EXERCISE BRIEF - The entries below are to be returned exactly. Include all of them.

Stored entries
== Segment start ==

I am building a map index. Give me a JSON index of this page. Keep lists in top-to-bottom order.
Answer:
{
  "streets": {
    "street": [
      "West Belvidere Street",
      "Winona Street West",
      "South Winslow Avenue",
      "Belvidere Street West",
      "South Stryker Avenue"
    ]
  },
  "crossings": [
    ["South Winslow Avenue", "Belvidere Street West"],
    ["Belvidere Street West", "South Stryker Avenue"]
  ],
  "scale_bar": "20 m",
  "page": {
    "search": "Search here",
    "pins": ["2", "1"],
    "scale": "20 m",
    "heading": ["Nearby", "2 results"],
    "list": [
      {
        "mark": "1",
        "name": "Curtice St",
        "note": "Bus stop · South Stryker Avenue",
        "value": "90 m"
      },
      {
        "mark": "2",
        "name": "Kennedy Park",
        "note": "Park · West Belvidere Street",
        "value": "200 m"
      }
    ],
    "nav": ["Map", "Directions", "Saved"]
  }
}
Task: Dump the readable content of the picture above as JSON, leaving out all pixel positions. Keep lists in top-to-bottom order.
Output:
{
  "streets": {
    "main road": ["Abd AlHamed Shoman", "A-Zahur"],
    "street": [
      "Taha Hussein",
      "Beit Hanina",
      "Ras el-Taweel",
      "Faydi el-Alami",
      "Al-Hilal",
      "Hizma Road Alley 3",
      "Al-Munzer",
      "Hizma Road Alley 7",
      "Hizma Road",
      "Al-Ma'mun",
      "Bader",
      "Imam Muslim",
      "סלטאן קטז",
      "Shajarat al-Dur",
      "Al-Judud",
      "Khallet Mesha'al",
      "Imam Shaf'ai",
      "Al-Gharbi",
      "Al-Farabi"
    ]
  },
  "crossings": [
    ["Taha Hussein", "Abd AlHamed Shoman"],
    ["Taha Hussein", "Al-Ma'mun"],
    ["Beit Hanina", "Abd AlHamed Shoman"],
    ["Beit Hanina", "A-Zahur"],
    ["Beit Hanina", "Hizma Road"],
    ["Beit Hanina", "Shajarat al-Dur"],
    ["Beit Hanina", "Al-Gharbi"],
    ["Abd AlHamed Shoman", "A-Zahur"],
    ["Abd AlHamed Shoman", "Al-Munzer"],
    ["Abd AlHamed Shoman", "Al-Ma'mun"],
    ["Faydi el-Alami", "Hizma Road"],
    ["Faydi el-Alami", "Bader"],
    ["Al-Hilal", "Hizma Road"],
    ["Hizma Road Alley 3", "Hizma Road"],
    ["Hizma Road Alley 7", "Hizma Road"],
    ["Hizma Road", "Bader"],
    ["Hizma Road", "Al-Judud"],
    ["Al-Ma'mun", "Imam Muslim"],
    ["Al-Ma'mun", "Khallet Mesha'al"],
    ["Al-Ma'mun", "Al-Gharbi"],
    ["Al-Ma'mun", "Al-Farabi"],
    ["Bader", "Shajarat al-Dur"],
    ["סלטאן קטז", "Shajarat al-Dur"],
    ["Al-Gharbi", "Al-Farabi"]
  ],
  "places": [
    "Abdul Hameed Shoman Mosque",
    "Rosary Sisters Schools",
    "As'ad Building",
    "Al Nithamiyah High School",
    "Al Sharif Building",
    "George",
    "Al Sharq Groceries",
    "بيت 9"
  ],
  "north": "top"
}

== Segment end ==

OUTPUT -
I am building a map index. Give me a JSON index of this page. Keep lists in top-to-bottom order.
Answer:
{
  "streets": {
    "street": [
      "West Belvidere Street",
      "Winona Street West",
      "South Winslow Avenue",
      "Belvidere Street West",
      "South Stryker Avenue"
    ]
  },
  "crossings": [
    ["South Winslow Avenue", "Belvidere Street West"],
    ["Belvidere Street West", "South Stryker Avenue"]
  ],
  "scale_bar": "20 m",
  "page": {
    "search": "Search here",
    "pins": ["2", "1"],
    "scale": "20 m",
    "heading": ["Nearby", "2 results"],
    "list": [
      {
        "mark": "1",
        "name": "Curtice St",
        "note": "Bus stop · South Stryker Avenue",
        "value": "90 m"
      },
      {
        "mark": "2",
        "name": "Kennedy Park",
        "note": "Park · West Belvidere Street",
        "value": "200 m"
      }
    ],
    "nav": ["Map", "Directions", "Saved"]
  }
}
Task: Dump the readable content of the picture above as JSON, leaving out all pixel positions. Keep lists in top-to-bottom order.
Output:
{
  "streets": {
    "main road": ["Abd AlHamed Shoman", "A-Zahur"],
    "street": [
      "Taha Hussein",
      "Beit Hanina",
      "Ras el-Taweel",
      "Faydi el-Alami",
      "Al-Hilal",
      "Hizma Road Alley 3",
      "Al-Munzer",
      "Hizma Road Alley 7",
      "Hizma Road",
      "Al-Ma'mun",
      "Bader",
      "Imam Muslim",
      "סלטאן קטז",
      "Shajarat al-Dur",
      "Al-Judud",
      "Khallet Mesha'al",
      "Imam Shaf'ai",
      "Al-Gharbi",
      "Al-Farabi"
    ]
  },
  "crossings": [
    ["Taha Hussein", "Abd AlHamed Shoman"],
    ["Taha Hussein", "Al-Ma'mun"],
    ["Beit Hanina", "Abd AlHamed Shoman"],
    ["Beit Hanina", "A-Zahur"],
    ["Beit Hanina", "Hizma Road"],
    ["Beit Hanina", "Shajarat al-Dur"],
    ["Beit Hanina", "Al-Gharbi"],
    ["Abd AlHamed Shoman", "A-Zahur"],
    ["Abd AlHamed Shoman", "Al-Munzer"],
    ["Abd AlHamed Shoman", "Al-Ma'mun"],
    ["Faydi el-Alami", "Hizma Road"],
    ["Faydi el-Alami", "Bader"],
    ["Al-Hilal", "Hizma Road"],
    ["Hizma Road Alley 3", "Hizma Road"],
    ["Hizma Road Alley 7", "Hizma Road"],
    ["Hizma Road", "Bader"],
    ["Hizma Road", "Al-Judud"],
    ["Al-Ma'mun", "Imam Muslim"],
    ["Al-Ma'mun", "Khallet Mesha'al"],
    ["Al-Ma'mun", "Al-Gharbi"],
    ["Al-Ma'mun", "Al-Farabi"],
    ["Bader", "Shajarat al-Dur"],
    ["סלטאן קטז", "Shajarat al-Dur"],
    ["Al-Gharbi", "Al-Farabi"]
  ],
  "places": [
    "Abdul Hameed Shoman Mosque",
    "Rosary Sisters Schools",
    "As'ad Building",
    "Al Nithamiyah High School",
    "Al Sharif Building",
    "George",
    "Al Sharq Groceries",
    "بيت 9"
  ],
  "north": "top"
}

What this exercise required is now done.